By this action the county of Los Angeles seeks to recover from the estate of Mary A. Stoner, deceased, the sum of $2,236.57, together with interest thereon, for aid, hospital care, medical treatment and supplies furnished by it to one Fay Pheysey, an adult daughter of decedent, between February 26, 1937, and April 28, 1939. Mary A. Stoner died a resident of Los Angeles County on April 28, 1939, and thereafter, upon admission of her will to probate, letters testamentary were issued to Azile M. Frisbie, defendant herein. Following the filing by such executrix of an inventory and appraisement of such estate with the probate court, the county of Los Angeles presented its amended creditor’s claim in the aforementioned amount. Upon rejection of its claim, the county commenced this action for reimbursement from the decedent’s estate. Defendant’s demurrer to the amended complaint was by the court sustained without leave to amend, following plaintiff’s refusal to plead further. From the judgment of dismissal thereupon entered plaintiff county prosecutes this appeal.

The determination of this appeal involves the construction of sections 2576, 2577 and 2578 of the Welfare and Institutions Code. Material to the consideration of this issue of statutory interpretation are the following allegations appearing in the amended complaint: that the county of Los Angeles rendered charity aid to Fay Pheysey, the indigent adult daughter of decedent, in the sum aforementioned; that all such relief was furnished during the lifetime of the mother; and that during the entire period over which such aid was extended the mother was possessed of sufficient financial ability to reimburse the county in full therefor. The trial court sustained defendant’s contentions as advanced in her demurrer, which primarily challenged the sufficiency of plain *637 tiff’s amended complaint to state a cause of action because there was not alleged the filing of a petition for the judicial determination of liability pursuant to the terms of section 2578 of the Welfare and Institutions Code.

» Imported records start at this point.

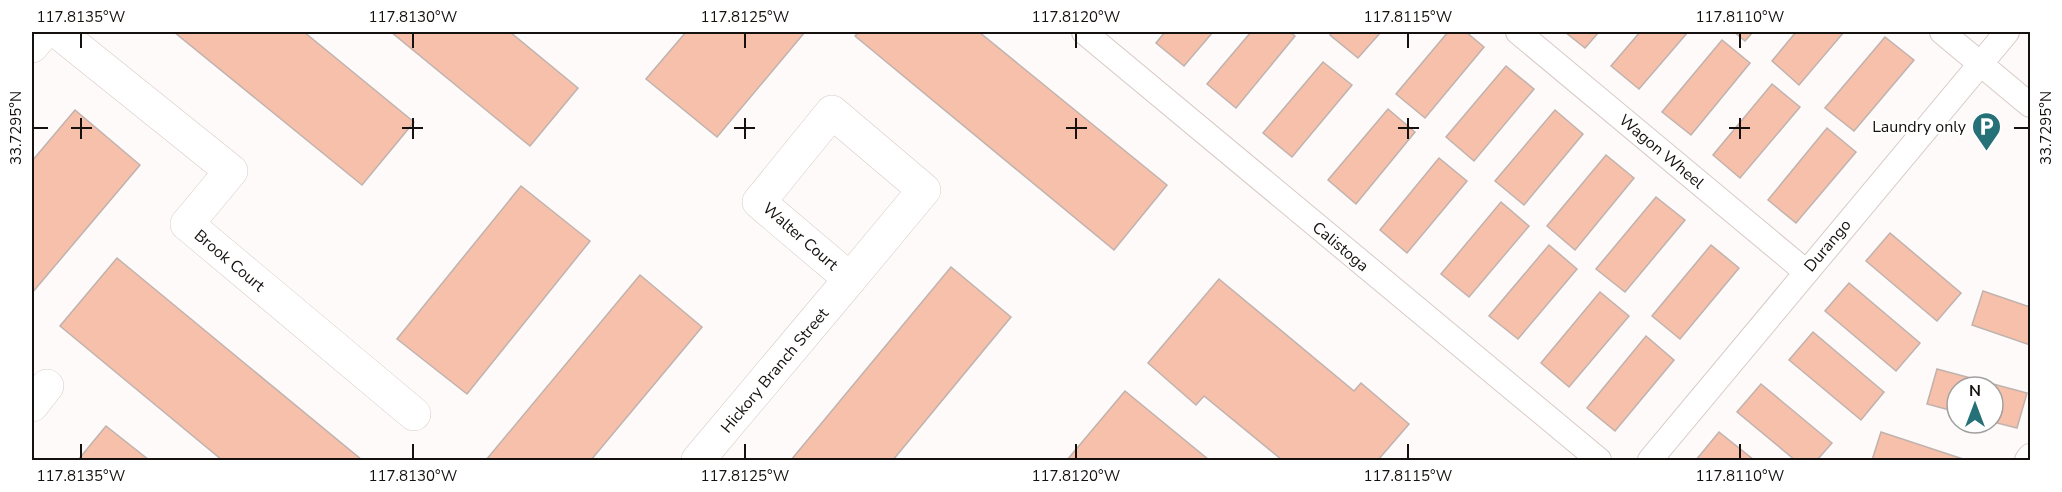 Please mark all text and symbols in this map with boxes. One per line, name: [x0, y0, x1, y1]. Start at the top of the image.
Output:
text: 117.8135°W: [37, 7, 126, 27]
text: 117.8130°W: [369, 7, 458, 27]
text: 117.8125°W: [701, 7, 790, 27]
text: 117.8120°W: [1032, 7, 1121, 27]
text: 117.8115°W: [1364, 7, 1453, 27]
text: 117.8110°W: [1696, 7, 1785, 27]
text: 33.7295°N: [6, 91, 26, 165]
text: 33.7295°N: [2036, 91, 2056, 165]
street label: Wagon Wheel: [1614, 110, 1709, 194]
parking icon: Laundry only: [1971, 110, 2003, 152]
place label: Laundry only: [1872, 116, 1967, 138]
street label: Walter Court: [758, 198, 843, 276]
street label: Durango: [1799, 215, 1856, 277]
street label: Calistoga: [1307, 217, 1373, 277]
street label: Brook Court: [189, 225, 270, 297]
street label: Hickory Branch Street: [716, 303, 834, 438]
north arrow: [1945, 375, 2005, 435]
text: N: [1969, 380, 1981, 402]
text: 117.8135°W: [37, 466, 126, 486]
text: 117.8130°W: [369, 466, 458, 486]
text: 117.8125°W: [701, 466, 790, 486]
text: 117.8120°W: [1032, 466, 1121, 486]
text: 117.8115°W: [1364, 466, 1453, 486]
text: 117.8110°W: [1696, 466, 1785, 486] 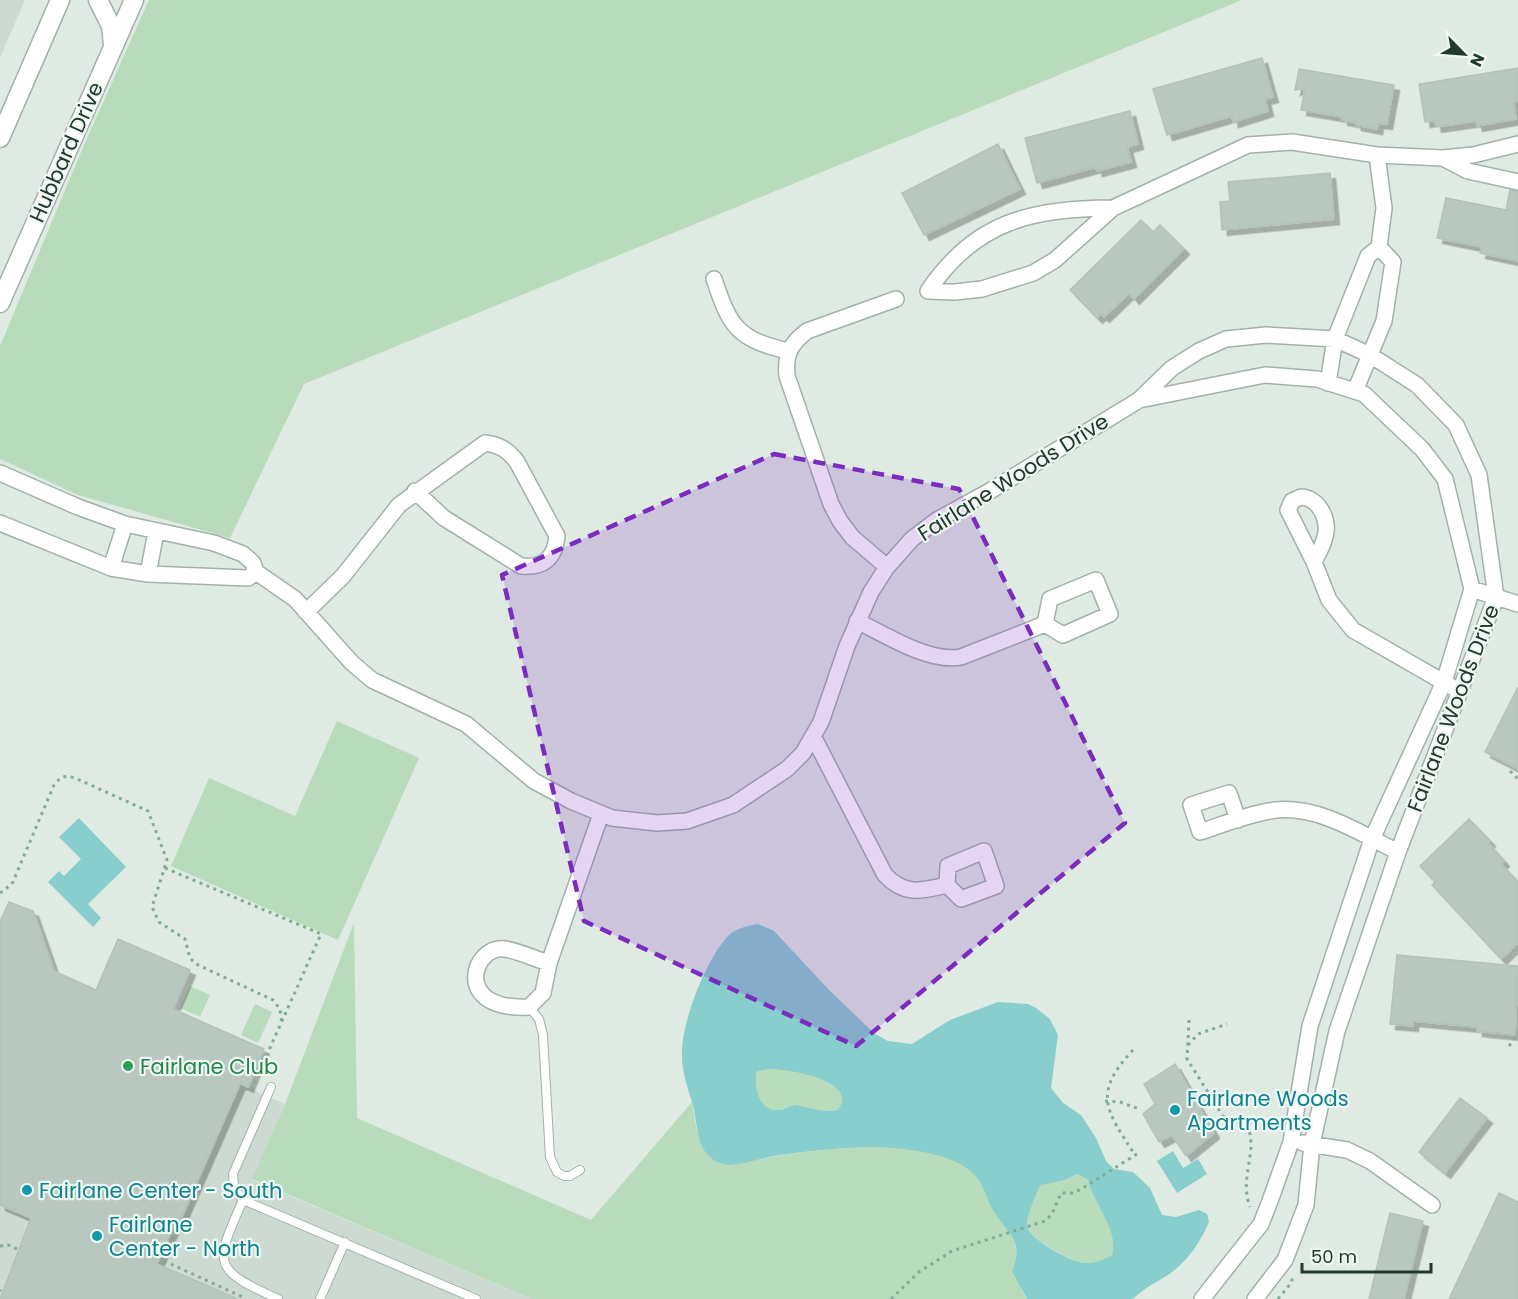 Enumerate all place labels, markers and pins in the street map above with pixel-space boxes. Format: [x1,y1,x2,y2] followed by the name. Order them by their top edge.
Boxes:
[140,1052,278,1081] place label: Fairlane Club
[121,1059,135,1073] marker: Fairlane Club
[1187,1084,1349,1137] place label: Fairlane Woods Apartments
[1168,1103,1182,1117] marker: Fairlane Woods Apartments
[39,1176,282,1205] place label: Fairlane Center - South
[20,1183,34,1197] marker: Fairlane Center - South
[109,1210,260,1263] place label: Fairlane Center - North
[90,1229,104,1243] marker: Fairlane Center - North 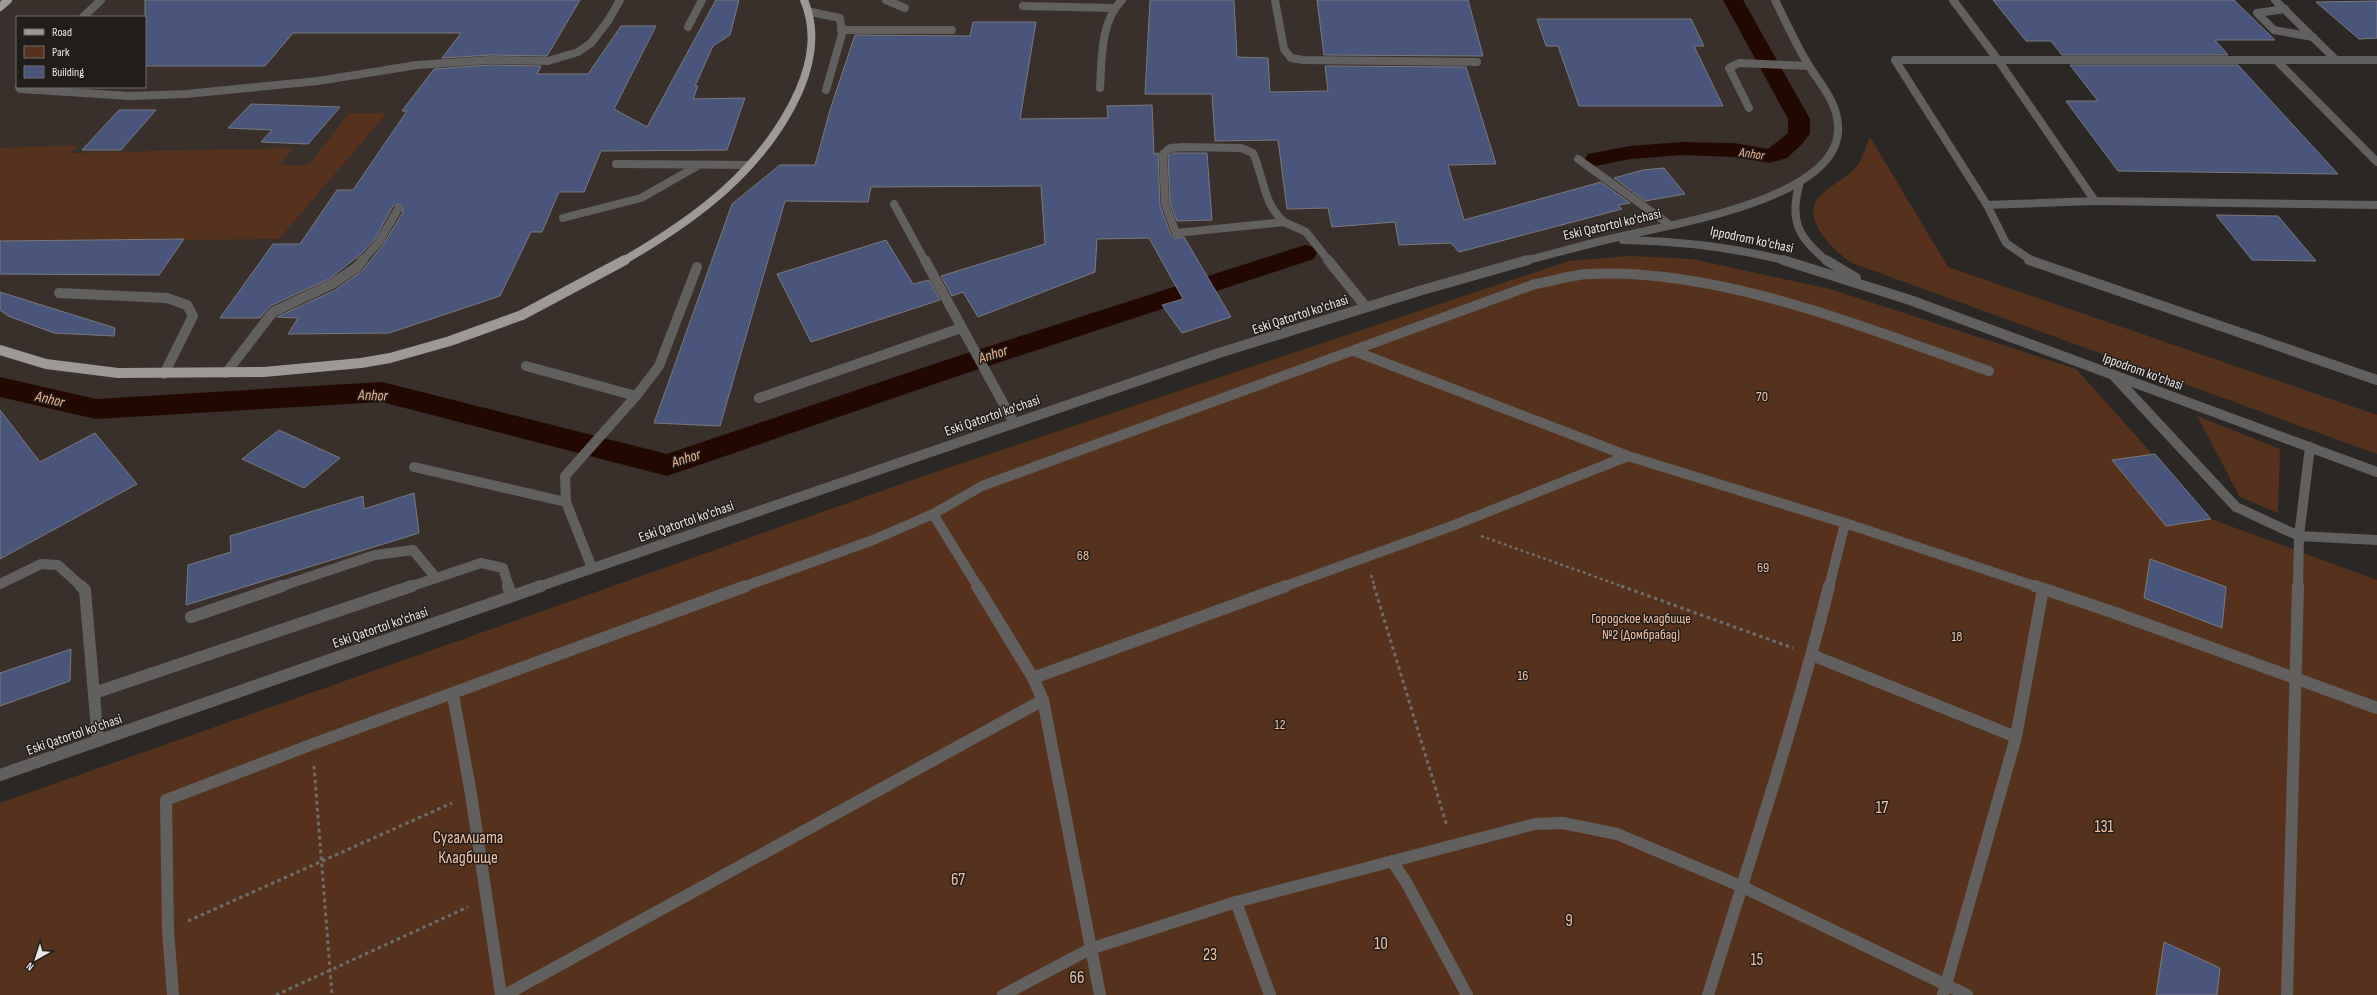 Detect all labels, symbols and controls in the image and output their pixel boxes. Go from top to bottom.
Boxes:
legend [16,16,146,88]
text: Road [52,25,72,40]
text: Park [52,45,70,60]
text: Building [52,65,84,80]
water label: Anhor [1737,144,1767,164]
street label: Eski Qatortol ko'chasi [1562,205,1663,244]
street label: Ippodrom ko'chasi [1709,222,1795,257]
street label: Eski Qatortol ko'chasi [1250,291,1350,338]
water label: Anhor [975,341,1011,368]
street label: Ippodrom ko'chasi [2100,349,2186,394]
water label: Anhor [357,385,389,406]
water label: Anhor [32,387,67,412]
park label: 70 [1756,388,1768,405]
street label: Eski Qatortol ko'chasi [942,391,1042,440]
water label: Anhor [668,445,704,472]
street label: Eski Qatortol ko'chasi [636,497,736,546]
park label: 68 [1077,547,1089,564]
park label: 69 [1757,559,1769,576]
street label: Eski Qatortol ko'chasi [330,603,430,652]
park label: Городское кладбище №2 (Домбрабад) [1591,610,1691,643]
park label: 18 [1951,628,1963,645]
park label: 16 [1517,667,1529,684]
street label: Eski Qatortol ko'chasi [24,710,124,759]
park label: 12 [1275,716,1286,733]
park label: 17 [1876,798,1889,818]
park label: 131 [2094,817,2114,837]
park label: Сугаллиата Кладбище [433,828,503,868]
park label: 67 [951,870,965,890]
park label: 9 [1565,911,1573,931]
park label: 10 [1374,934,1388,954]
north arrow [16,939,56,979]
park label: 23 [1203,945,1217,965]
park label: 15 [1751,950,1764,970]
text: N [24,959,36,973]
park label: 66 [1070,968,1084,988]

The sections of the Welfare and Institutions Code basically involved in the present controversy are the following:

Section 2576: “If any indigent has living within this State a spouse, parent, or adult child, and such kindred or any of them, or any group of them has sufficient financial ability to support the indigent, he shall not be eligible for aid under this chapter, except such emergency aid as may be extended hereunder pending a determination of responsibility for his support. Upon failure of such kindred to support the indigent, the county may extend aid, and such kindred in the order above named and to the extent of their ability shall reimburse the county for the support of the indigent by paying to the county the sums per month or per day fixed by the board of supervisors for such aid. In any case where such kindred are unable to pay the entire charge for such support, they shall reimburse the county to such an extent as may be determined under the provisions of this section.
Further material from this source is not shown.